#### Collected data entries
----------

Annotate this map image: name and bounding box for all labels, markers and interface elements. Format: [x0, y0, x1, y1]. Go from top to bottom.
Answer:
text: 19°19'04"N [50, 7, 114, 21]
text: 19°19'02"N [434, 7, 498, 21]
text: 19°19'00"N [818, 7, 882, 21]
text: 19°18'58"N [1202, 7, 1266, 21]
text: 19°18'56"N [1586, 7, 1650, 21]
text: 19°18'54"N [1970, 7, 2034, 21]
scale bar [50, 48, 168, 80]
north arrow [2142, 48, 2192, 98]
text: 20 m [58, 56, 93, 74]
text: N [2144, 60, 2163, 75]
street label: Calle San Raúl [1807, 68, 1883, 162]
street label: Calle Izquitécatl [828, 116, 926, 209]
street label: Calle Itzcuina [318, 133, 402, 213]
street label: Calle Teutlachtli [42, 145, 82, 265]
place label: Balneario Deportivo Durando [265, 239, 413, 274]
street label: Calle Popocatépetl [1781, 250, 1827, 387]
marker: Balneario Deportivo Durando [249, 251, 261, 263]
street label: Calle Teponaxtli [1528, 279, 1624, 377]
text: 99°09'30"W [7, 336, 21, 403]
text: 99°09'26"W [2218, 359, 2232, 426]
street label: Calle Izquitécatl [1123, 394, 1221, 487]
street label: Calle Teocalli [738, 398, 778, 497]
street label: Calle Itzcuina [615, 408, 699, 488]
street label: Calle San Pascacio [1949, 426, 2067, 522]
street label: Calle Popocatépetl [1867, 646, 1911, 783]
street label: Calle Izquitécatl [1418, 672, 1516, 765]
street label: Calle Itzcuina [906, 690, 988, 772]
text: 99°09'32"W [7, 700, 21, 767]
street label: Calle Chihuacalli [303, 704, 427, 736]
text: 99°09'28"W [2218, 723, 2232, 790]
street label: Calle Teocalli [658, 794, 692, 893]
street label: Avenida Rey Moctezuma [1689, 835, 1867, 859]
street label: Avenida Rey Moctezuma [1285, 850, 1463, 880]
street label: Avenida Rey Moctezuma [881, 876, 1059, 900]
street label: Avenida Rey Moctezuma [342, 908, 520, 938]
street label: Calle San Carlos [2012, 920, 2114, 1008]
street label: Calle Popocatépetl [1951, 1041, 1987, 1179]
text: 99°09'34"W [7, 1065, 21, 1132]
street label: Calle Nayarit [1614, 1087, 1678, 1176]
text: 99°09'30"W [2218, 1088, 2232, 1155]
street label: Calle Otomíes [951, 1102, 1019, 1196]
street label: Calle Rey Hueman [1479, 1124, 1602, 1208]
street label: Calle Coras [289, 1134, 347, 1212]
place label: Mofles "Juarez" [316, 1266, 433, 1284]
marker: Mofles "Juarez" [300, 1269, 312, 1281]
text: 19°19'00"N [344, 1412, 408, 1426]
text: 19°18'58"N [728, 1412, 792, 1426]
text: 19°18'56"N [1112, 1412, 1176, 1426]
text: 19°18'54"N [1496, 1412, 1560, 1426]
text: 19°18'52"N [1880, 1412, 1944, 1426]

----------

#### Problem requirements
Retype all of the entries exactly, please.

#### Solution for this problem
Annotate this map image: name and bounding box for all labels, markers and interface elements. Format: [x0, y0, x1, y1]. Go from top to bottom.
Answer:
text: 19°19'04"N [50, 7, 114, 21]
text: 19°19'02"N [434, 7, 498, 21]
text: 19°19'00"N [818, 7, 882, 21]
text: 19°18'58"N [1202, 7, 1266, 21]
text: 19°18'56"N [1586, 7, 1650, 21]
text: 19°18'54"N [1970, 7, 2034, 21]
scale bar [50, 48, 168, 80]
north arrow [2142, 48, 2192, 98]
text: 20 m [58, 56, 93, 74]
text: N [2144, 60, 2163, 75]
street label: Calle San Raúl [1807, 68, 1883, 162]
street label: Calle Izquitécatl [828, 116, 926, 209]
street label: Calle Itzcuina [318, 133, 402, 213]
street label: Calle Teutlachtli [42, 145, 82, 265]
place label: Balneario Deportivo Durando [265, 239, 413, 274]
street label: Calle Popocatépetl [1781, 250, 1827, 387]
marker: Balneario Deportivo Durando [249, 251, 261, 263]
street label: Calle Teponaxtli [1528, 279, 1624, 377]
text: 99°09'30"W [7, 336, 21, 403]
text: 99°09'26"W [2218, 359, 2232, 426]
street label: Calle Izquitécatl [1123, 394, 1221, 487]
street label: Calle Teocalli [738, 398, 778, 497]
street label: Calle Itzcuina [615, 408, 699, 488]
street label: Calle San Pascacio [1949, 426, 2067, 522]
street label: Calle Popocatépetl [1867, 646, 1911, 783]
street label: Calle Izquitécatl [1418, 672, 1516, 765]
street label: Calle Itzcuina [906, 690, 988, 772]
text: 99°09'32"W [7, 700, 21, 767]
street label: Calle Chihuacalli [303, 704, 427, 736]
text: 99°09'28"W [2218, 723, 2232, 790]
street label: Calle Teocalli [658, 794, 692, 893]
street label: Avenida Rey Moctezuma [1689, 835, 1867, 859]
street label: Avenida Rey Moctezuma [1285, 850, 1463, 880]
street label: Avenida Rey Moctezuma [881, 876, 1059, 900]
street label: Avenida Rey Moctezuma [342, 908, 520, 938]
street label: Calle San Carlos [2012, 920, 2114, 1008]
street label: Calle Popocatépetl [1951, 1041, 1987, 1179]
text: 99°09'34"W [7, 1065, 21, 1132]
street label: Calle Nayarit [1614, 1087, 1678, 1176]
text: 99°09'30"W [2218, 1088, 2232, 1155]
street label: Calle Otomíes [951, 1102, 1019, 1196]
street label: Calle Rey Hueman [1479, 1124, 1602, 1208]
street label: Calle Coras [289, 1134, 347, 1212]
place label: Mofles "Juarez" [316, 1266, 433, 1284]
marker: Mofles "Juarez" [300, 1269, 312, 1281]
text: 19°19'00"N [344, 1412, 408, 1426]
text: 19°18'58"N [728, 1412, 792, 1426]
text: 19°18'56"N [1112, 1412, 1176, 1426]
text: 19°18'54"N [1496, 1412, 1560, 1426]
text: 19°18'52"N [1880, 1412, 1944, 1426]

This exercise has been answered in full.